→ WORK INSTRUCTION
Only the lines holding the string "white" are needed; copy each of them from the data.

→ Stored data entries
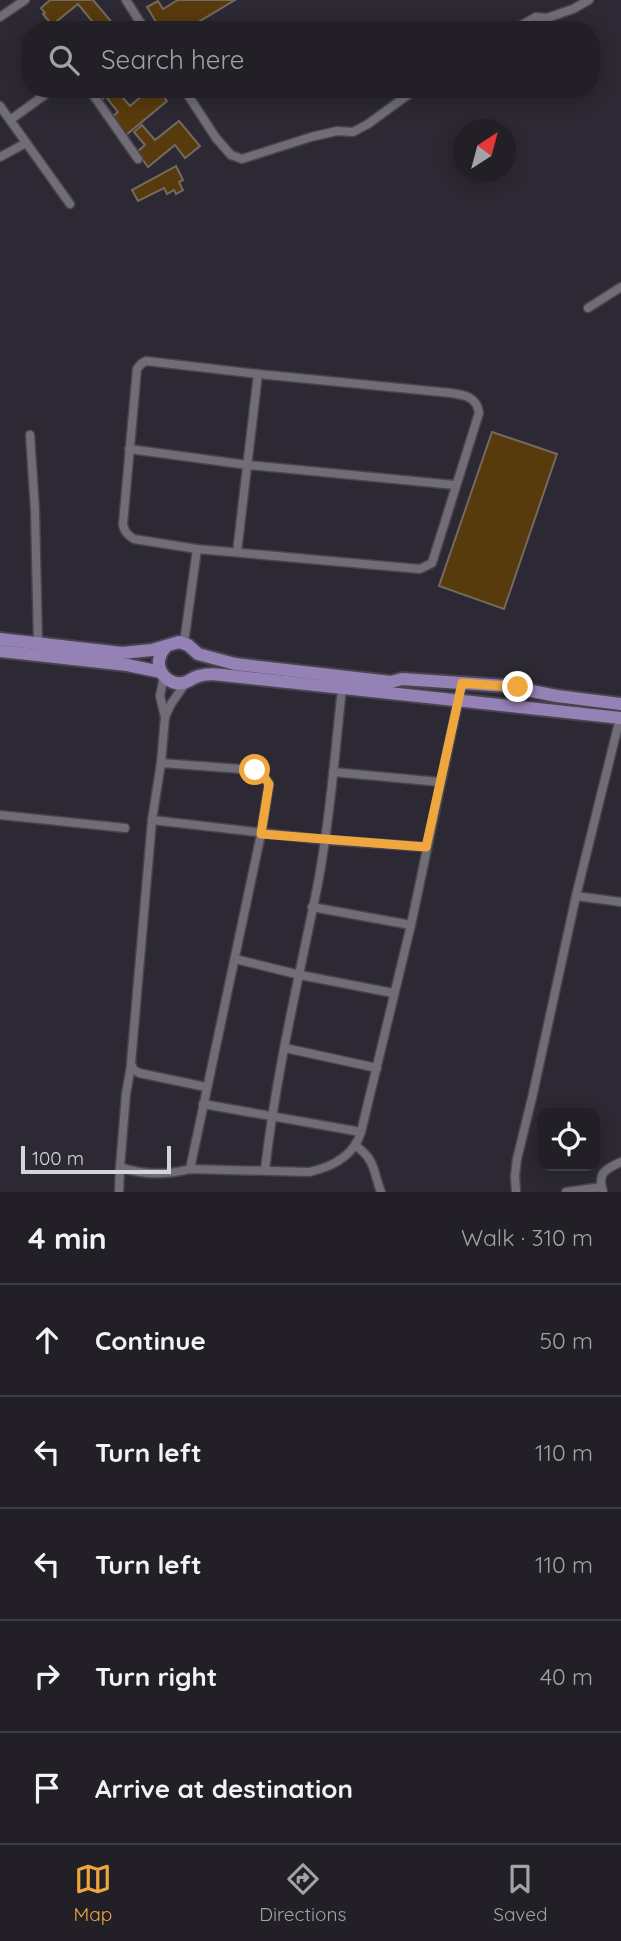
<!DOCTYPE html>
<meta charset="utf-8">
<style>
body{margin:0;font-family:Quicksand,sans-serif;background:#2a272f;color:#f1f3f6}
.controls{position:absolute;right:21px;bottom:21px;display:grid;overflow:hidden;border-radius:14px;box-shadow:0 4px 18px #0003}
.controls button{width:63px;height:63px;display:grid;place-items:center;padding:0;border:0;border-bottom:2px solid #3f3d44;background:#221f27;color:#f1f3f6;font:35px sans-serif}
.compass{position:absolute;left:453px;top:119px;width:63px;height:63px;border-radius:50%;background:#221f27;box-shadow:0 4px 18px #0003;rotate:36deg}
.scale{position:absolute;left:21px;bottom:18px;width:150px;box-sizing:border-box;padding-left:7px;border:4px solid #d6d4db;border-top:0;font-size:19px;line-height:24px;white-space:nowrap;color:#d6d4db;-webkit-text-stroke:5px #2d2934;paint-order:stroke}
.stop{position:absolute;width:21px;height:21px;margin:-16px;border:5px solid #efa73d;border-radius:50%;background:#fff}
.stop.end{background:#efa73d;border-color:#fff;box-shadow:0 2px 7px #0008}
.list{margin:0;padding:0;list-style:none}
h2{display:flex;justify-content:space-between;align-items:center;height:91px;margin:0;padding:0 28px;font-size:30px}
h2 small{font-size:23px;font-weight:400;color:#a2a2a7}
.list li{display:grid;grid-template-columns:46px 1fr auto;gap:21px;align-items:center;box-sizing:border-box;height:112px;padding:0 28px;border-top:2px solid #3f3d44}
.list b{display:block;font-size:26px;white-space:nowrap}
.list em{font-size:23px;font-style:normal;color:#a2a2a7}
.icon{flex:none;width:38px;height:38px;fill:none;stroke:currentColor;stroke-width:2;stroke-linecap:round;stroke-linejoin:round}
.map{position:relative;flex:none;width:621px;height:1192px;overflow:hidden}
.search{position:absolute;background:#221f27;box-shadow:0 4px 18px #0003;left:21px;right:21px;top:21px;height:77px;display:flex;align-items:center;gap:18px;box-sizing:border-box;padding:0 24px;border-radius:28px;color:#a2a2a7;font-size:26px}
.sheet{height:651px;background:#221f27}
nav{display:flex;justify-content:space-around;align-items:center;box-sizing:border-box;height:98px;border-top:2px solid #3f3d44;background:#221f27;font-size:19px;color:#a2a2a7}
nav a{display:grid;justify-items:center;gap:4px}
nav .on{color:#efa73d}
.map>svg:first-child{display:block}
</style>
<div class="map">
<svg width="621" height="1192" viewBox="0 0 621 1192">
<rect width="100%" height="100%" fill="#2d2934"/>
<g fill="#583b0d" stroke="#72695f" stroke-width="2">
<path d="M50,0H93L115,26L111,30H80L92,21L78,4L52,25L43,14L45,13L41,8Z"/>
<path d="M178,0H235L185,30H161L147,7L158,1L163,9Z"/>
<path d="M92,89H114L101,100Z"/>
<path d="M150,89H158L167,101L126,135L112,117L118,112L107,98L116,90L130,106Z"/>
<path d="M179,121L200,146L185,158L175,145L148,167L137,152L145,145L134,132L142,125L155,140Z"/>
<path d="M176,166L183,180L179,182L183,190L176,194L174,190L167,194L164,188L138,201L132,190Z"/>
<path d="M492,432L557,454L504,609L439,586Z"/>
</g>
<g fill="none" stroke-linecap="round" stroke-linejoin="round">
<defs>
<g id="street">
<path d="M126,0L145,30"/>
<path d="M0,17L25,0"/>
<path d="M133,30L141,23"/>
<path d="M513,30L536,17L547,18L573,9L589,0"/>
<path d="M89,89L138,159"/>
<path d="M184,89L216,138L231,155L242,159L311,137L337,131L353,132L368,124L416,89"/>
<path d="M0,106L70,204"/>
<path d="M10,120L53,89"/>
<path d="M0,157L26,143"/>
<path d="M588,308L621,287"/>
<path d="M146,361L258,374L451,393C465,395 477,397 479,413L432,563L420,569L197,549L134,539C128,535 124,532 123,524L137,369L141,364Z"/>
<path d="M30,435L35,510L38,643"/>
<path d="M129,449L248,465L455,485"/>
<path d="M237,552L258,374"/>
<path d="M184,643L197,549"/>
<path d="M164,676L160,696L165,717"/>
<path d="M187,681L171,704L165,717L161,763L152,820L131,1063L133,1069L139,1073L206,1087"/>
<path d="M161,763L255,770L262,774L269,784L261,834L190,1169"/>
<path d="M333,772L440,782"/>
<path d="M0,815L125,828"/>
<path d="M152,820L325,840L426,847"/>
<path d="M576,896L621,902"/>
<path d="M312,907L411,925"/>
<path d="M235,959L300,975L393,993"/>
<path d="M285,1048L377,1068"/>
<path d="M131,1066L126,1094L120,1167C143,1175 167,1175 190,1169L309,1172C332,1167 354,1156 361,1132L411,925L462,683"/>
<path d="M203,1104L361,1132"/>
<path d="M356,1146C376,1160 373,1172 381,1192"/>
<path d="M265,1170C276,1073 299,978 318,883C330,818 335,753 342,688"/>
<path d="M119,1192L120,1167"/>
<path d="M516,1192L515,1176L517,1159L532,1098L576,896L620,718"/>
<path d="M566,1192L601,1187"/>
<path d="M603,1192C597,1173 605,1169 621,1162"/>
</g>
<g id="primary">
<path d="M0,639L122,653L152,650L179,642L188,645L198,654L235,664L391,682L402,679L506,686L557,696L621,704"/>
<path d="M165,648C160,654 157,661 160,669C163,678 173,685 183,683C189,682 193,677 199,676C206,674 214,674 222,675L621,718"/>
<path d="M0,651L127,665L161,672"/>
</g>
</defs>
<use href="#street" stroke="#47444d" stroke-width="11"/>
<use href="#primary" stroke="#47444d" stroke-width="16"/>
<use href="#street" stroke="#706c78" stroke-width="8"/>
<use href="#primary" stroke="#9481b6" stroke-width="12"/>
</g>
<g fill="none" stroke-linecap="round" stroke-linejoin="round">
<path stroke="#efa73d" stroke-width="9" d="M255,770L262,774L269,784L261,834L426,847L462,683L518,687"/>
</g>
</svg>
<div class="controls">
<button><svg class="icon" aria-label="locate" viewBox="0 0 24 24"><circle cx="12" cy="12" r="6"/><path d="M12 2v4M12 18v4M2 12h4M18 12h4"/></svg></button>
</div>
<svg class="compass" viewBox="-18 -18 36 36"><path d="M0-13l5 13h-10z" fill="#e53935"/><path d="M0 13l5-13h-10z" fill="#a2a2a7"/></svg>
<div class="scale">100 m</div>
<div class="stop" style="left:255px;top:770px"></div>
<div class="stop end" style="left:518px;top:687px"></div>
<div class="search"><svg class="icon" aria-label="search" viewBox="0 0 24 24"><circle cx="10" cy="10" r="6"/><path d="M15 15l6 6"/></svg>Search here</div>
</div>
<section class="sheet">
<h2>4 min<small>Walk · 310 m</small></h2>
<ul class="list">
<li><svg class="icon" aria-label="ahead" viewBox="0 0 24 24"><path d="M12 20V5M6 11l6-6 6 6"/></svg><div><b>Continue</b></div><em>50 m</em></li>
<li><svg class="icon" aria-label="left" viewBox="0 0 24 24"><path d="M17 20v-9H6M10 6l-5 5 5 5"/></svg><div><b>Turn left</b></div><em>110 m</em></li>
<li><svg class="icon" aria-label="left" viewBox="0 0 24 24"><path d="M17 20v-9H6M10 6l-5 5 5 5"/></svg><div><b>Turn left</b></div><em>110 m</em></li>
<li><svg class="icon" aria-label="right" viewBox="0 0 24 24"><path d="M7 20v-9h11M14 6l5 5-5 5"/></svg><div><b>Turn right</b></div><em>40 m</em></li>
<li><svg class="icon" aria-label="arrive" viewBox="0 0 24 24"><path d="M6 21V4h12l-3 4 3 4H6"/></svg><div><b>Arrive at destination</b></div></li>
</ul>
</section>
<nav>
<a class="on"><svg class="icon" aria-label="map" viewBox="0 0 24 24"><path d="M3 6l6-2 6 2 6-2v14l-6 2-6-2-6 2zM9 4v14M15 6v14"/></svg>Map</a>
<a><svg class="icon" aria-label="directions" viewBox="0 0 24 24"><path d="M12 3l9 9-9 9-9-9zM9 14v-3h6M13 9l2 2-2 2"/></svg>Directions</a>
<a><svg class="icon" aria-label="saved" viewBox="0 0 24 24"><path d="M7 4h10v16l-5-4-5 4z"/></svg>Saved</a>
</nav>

→ WRITTEN REPLY
.scale{position:absolute;left:21px;bottom:18px;width:150px;box-sizing:border-box;padding-left:7px;border:4px solid #d6d4db;border-top:0;font-size:19px;line-height:24px;white-space:nowrap;color:#d6d4db;-webkit-text-stroke:5px #2d2934;paint-order:stroke}
.list b{display:block;font-size:26px;white-space:nowrap}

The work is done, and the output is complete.